EXERCISE DETAILS: An exact copy of every entry is the answer here, with no pictures.

[[ INFORMATION SUPPLIED, beginning ]]

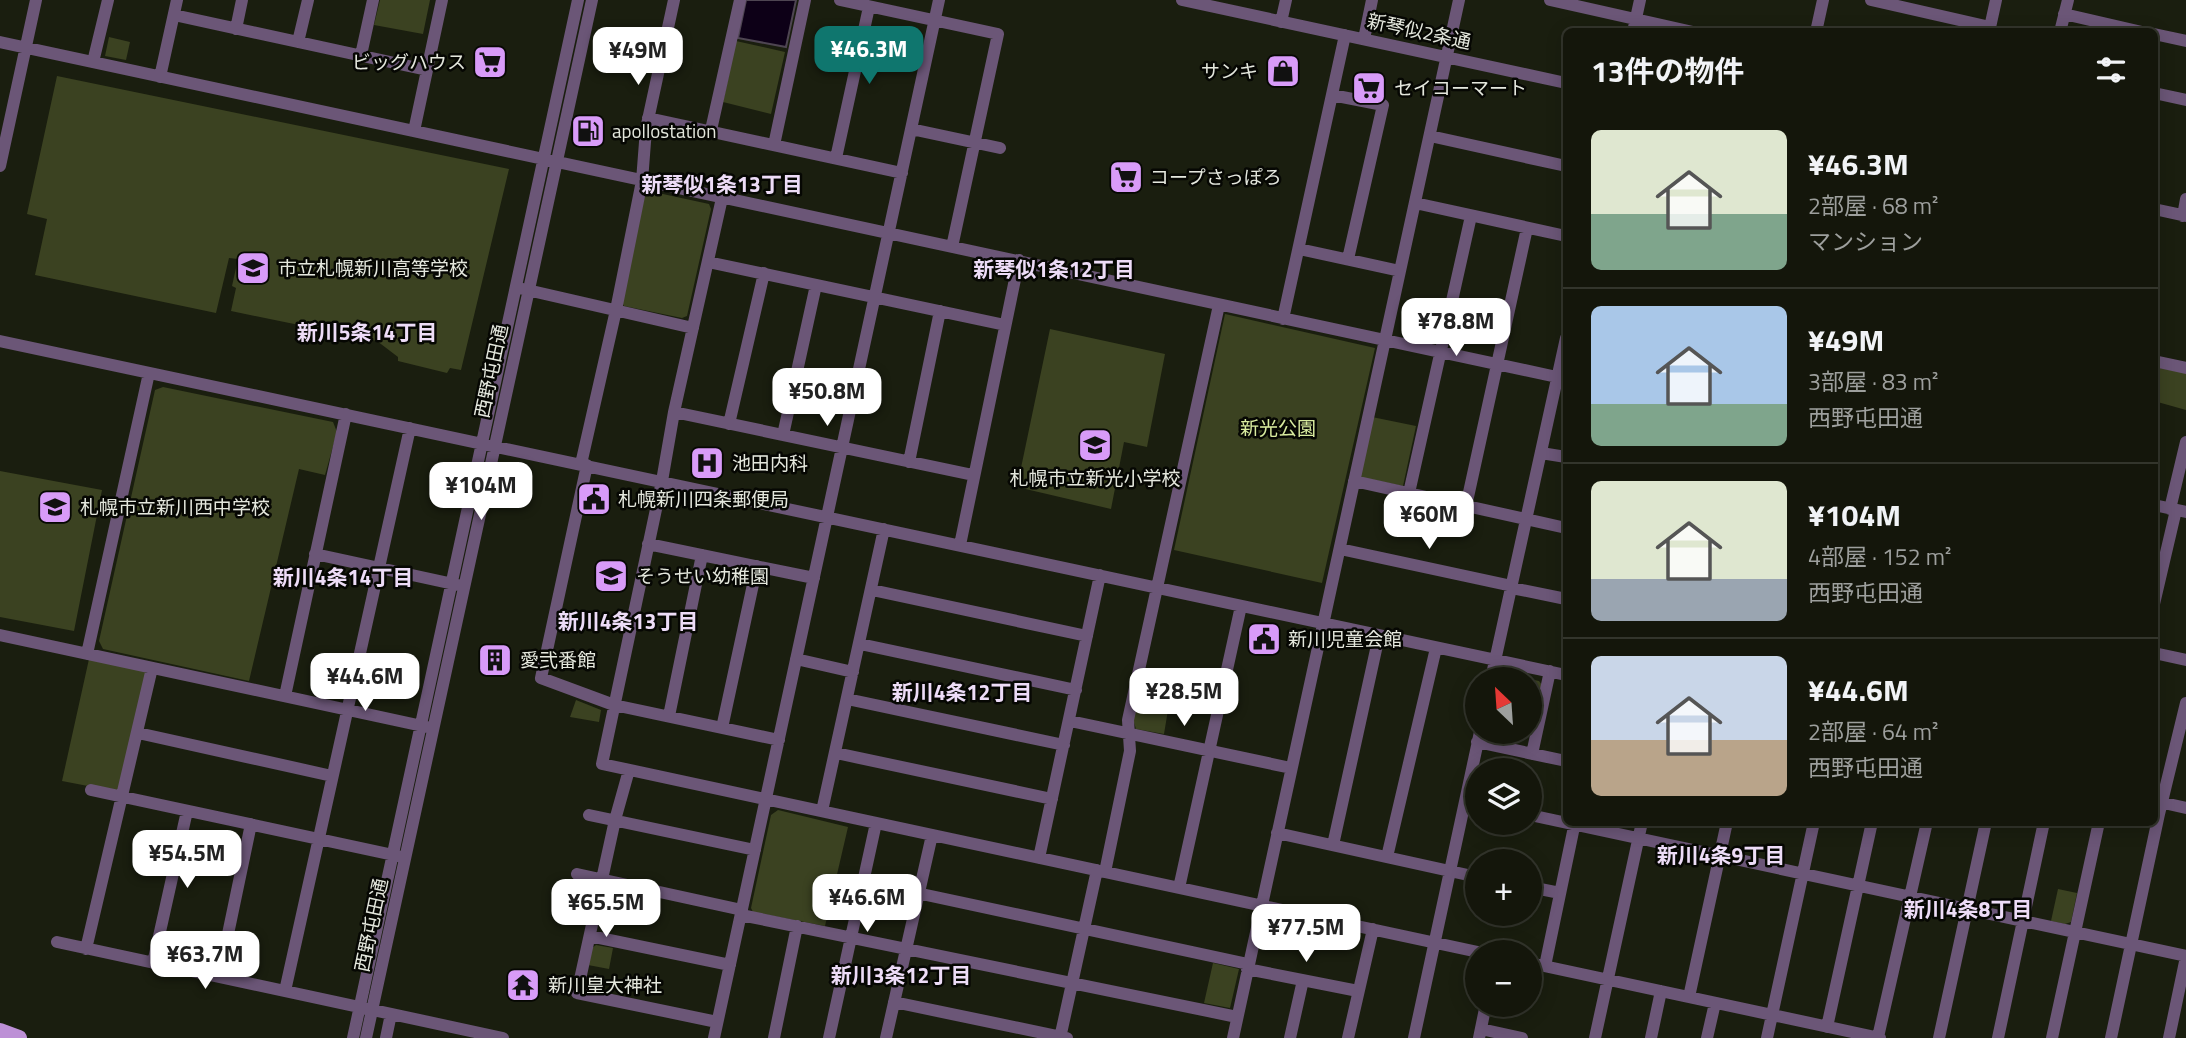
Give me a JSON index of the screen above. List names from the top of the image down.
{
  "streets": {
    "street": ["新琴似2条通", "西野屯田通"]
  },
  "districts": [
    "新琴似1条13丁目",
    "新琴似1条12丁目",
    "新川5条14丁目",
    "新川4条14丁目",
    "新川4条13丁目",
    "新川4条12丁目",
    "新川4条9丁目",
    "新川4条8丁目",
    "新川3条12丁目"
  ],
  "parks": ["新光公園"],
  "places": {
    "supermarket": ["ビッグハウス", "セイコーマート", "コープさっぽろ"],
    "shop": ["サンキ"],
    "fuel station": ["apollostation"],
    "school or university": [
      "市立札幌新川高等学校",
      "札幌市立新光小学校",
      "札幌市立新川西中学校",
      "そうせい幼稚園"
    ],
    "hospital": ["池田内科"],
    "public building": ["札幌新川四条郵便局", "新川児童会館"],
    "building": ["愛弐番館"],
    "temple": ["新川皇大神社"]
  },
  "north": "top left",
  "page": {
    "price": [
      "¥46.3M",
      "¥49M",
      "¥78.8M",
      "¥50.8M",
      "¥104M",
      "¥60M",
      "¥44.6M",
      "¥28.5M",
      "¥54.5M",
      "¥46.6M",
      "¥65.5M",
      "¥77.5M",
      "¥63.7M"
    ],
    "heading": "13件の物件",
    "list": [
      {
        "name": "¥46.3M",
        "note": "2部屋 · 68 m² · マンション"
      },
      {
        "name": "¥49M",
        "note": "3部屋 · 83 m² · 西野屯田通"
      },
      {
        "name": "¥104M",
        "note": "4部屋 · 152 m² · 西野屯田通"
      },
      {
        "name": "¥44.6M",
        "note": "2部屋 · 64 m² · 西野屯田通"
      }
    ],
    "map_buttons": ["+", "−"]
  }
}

[[ INFORMATION SUPPLIED, end ]]

ANSWER FOR THIS EXERCISE:
Give me a JSON index of the screen above. List names from the top of the image down.
{
  "streets": {
    "street": ["新琴似2条通", "西野屯田通"]
  },
  "districts": [
    "新琴似1条13丁目",
    "新琴似1条12丁目",
    "新川5条14丁目",
    "新川4条14丁目",
    "新川4条13丁目",
    "新川4条12丁目",
    "新川4条9丁目",
    "新川4条8丁目",
    "新川3条12丁目"
  ],
  "parks": ["新光公園"],
  "places": {
    "supermarket": ["ビッグハウス", "セイコーマート", "コープさっぽろ"],
    "shop": ["サンキ"],
    "fuel station": ["apollostation"],
    "school or university": [
      "市立札幌新川高等学校",
      "札幌市立新光小学校",
      "札幌市立新川西中学校",
      "そうせい幼稚園"
    ],
    "hospital": ["池田内科"],
    "public building": ["札幌新川四条郵便局", "新川児童会館"],
    "building": ["愛弐番館"],
    "temple": ["新川皇大神社"]
  },
  "north": "top left",
  "page": {
    "price": [
      "¥46.3M",
      "¥49M",
      "¥78.8M",
      "¥50.8M",
      "¥104M",
      "¥60M",
      "¥44.6M",
      "¥28.5M",
      "¥54.5M",
      "¥46.6M",
      "¥65.5M",
      "¥77.5M",
      "¥63.7M"
    ],
    "heading": "13件の物件",
    "list": [
      {
        "name": "¥46.3M",
        "note": "2部屋 · 68 m² · マンション"
      },
      {
        "name": "¥49M",
        "note": "3部屋 · 83 m² · 西野屯田通"
      },
      {
        "name": "¥104M",
        "note": "4部屋 · 152 m² · 西野屯田通"
      },
      {
        "name": "¥44.6M",
        "note": "2部屋 · 64 m² · 西野屯田通"
      }
    ],
    "map_buttons": ["+", "−"]
  }
}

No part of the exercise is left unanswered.